● Prompt:
In the material below, count the lines where the word "index" appears. Nothing but the number, please.

● Available data:
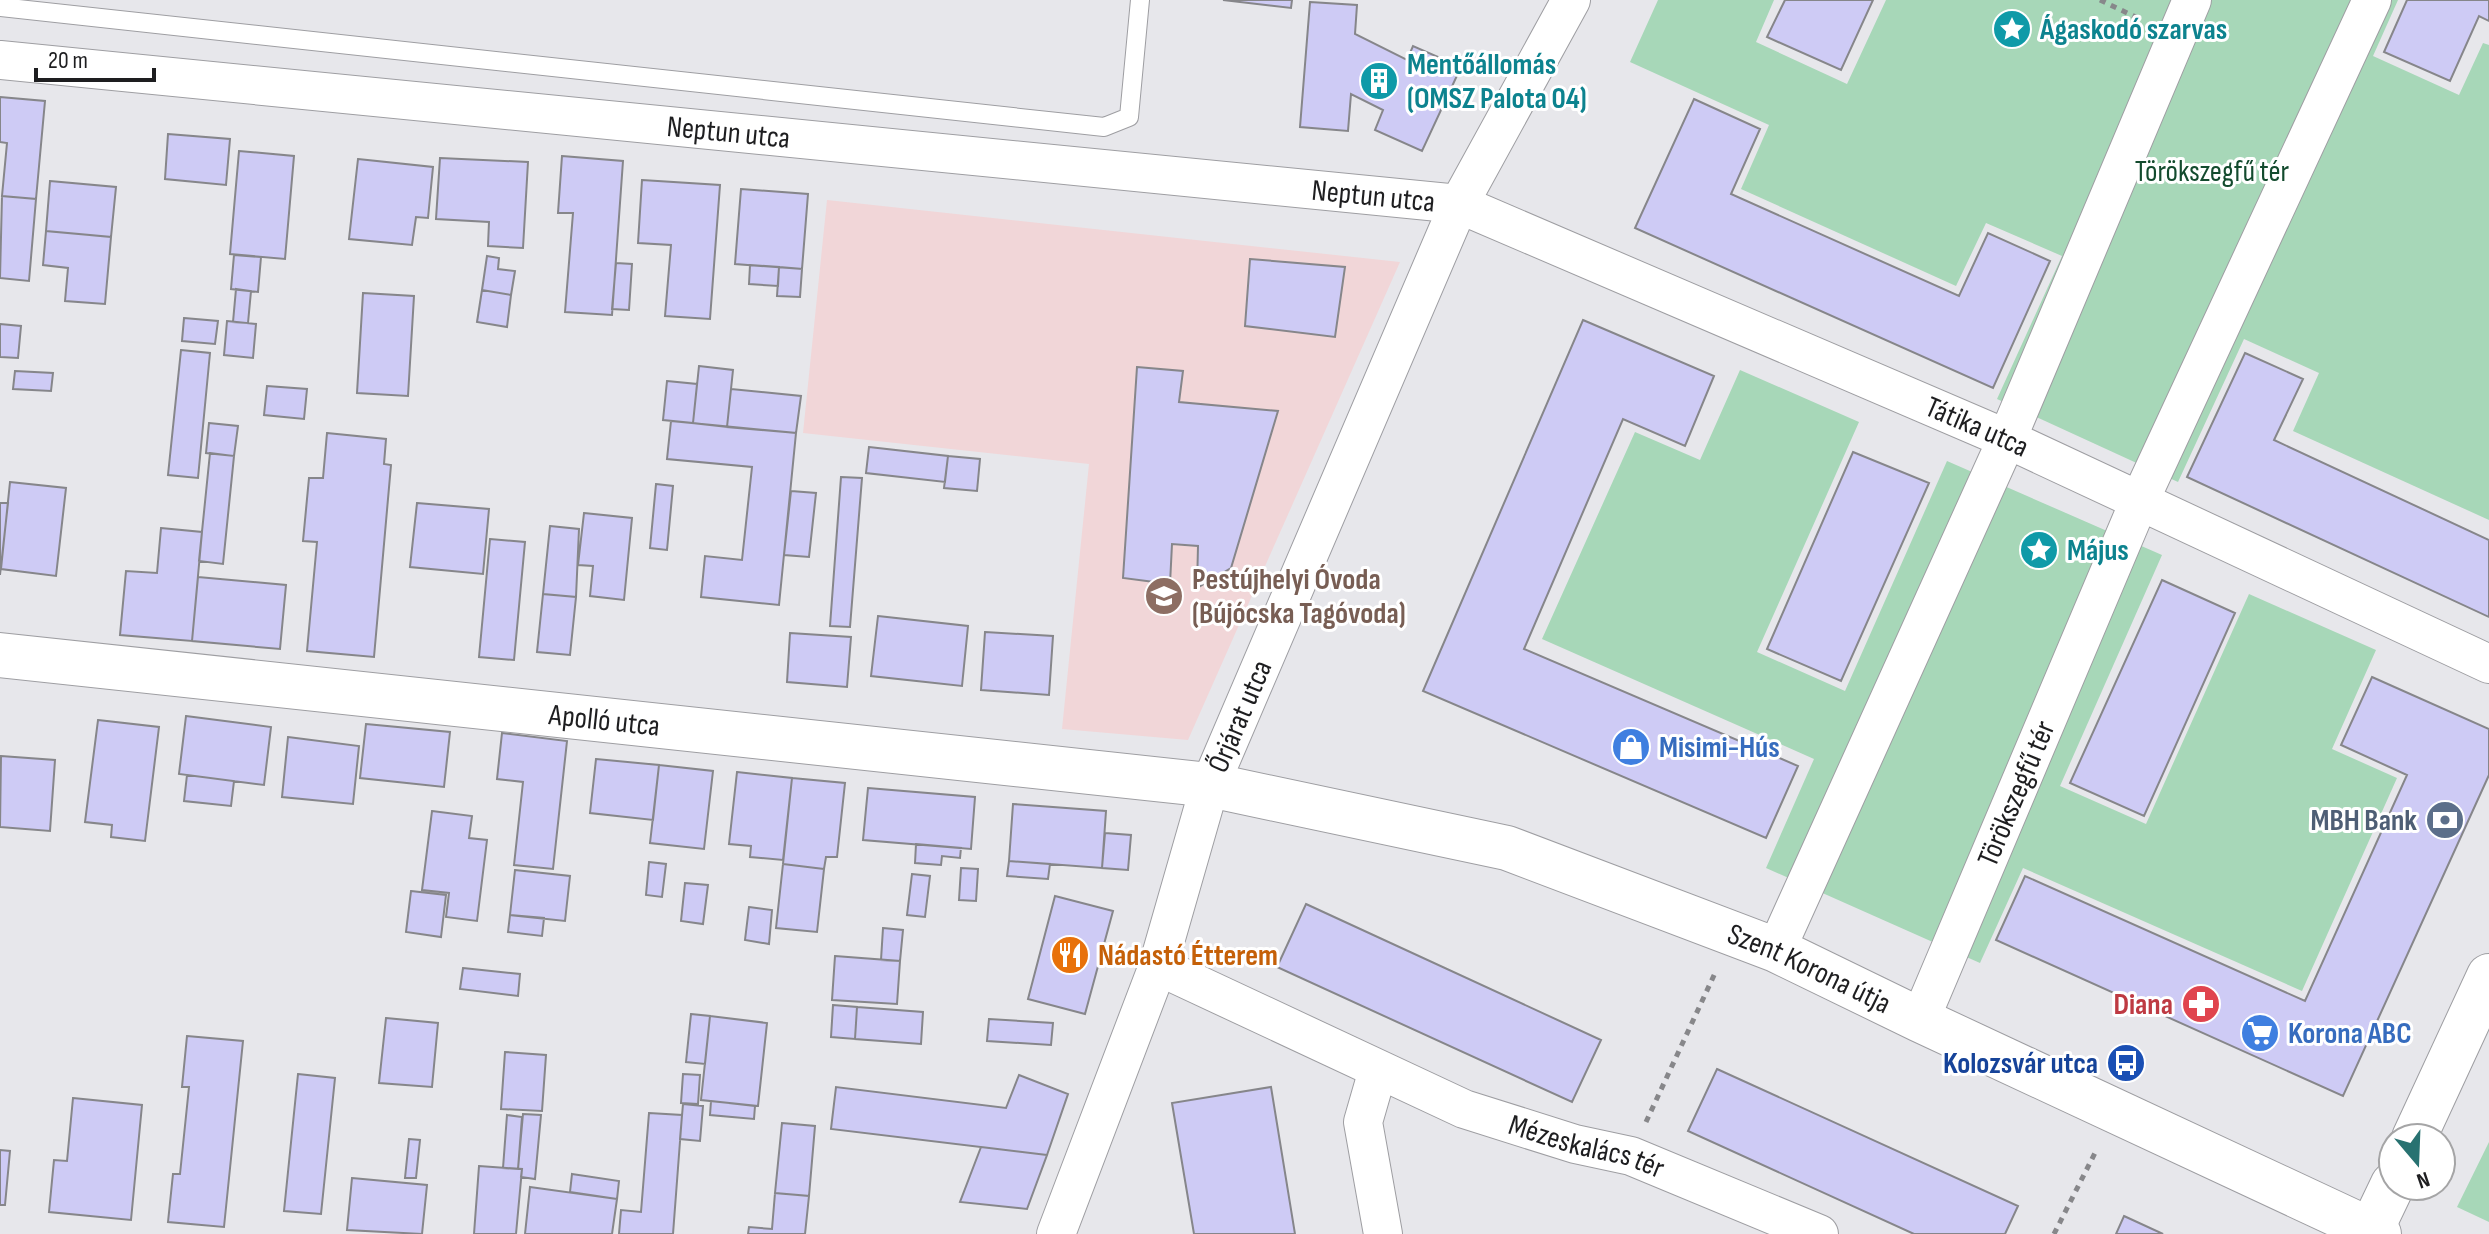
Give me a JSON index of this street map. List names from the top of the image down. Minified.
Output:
---
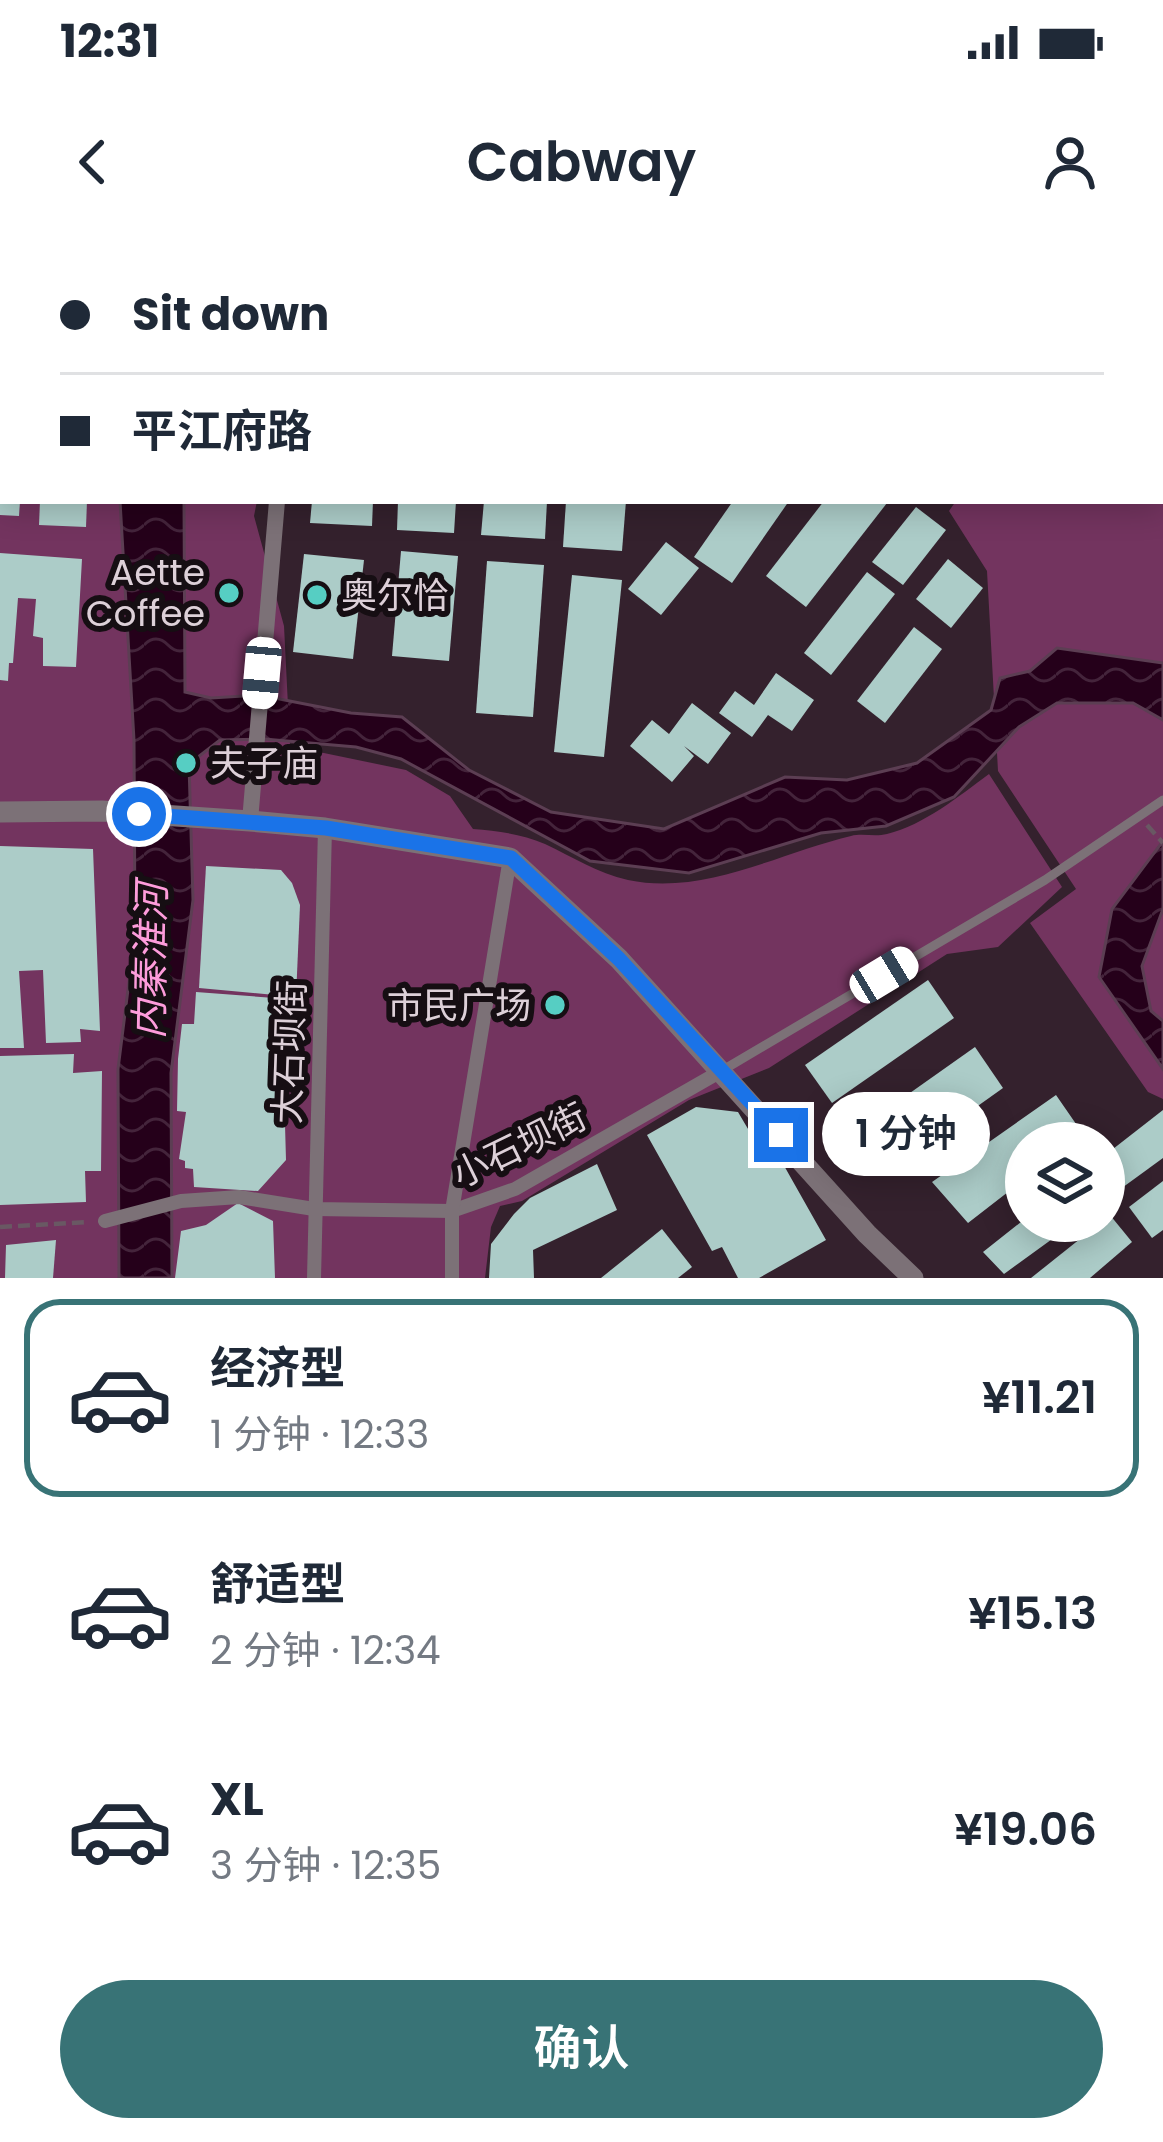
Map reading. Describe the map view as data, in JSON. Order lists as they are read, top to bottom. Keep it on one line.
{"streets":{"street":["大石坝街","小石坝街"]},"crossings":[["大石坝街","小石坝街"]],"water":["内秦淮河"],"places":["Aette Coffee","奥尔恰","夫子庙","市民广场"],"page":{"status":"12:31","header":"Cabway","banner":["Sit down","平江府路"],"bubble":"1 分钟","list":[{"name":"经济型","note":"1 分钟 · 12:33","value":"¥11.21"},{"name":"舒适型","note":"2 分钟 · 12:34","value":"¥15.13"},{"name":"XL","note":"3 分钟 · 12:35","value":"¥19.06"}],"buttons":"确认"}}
--
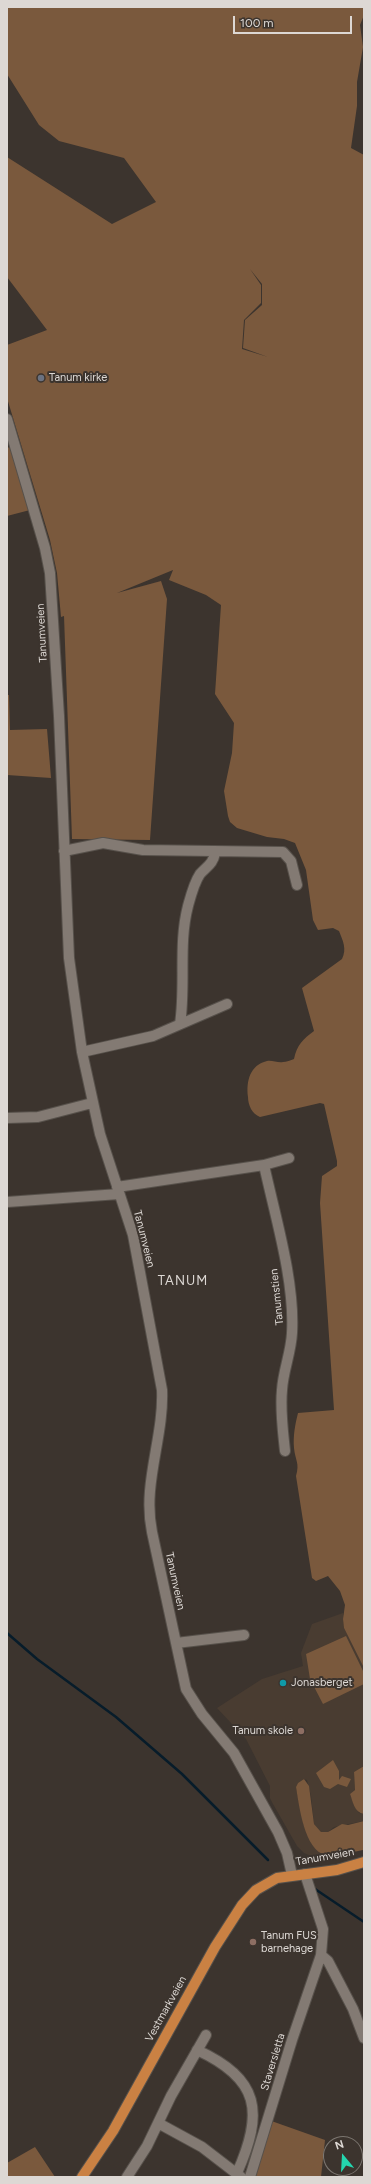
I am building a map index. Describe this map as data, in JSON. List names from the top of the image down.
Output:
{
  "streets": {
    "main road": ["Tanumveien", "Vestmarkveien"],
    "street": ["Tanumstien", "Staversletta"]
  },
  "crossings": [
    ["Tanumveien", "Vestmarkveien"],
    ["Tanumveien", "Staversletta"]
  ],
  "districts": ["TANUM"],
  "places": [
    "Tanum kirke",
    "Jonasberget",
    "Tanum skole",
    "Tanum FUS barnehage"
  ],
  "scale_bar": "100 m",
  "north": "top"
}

● Written solution:
2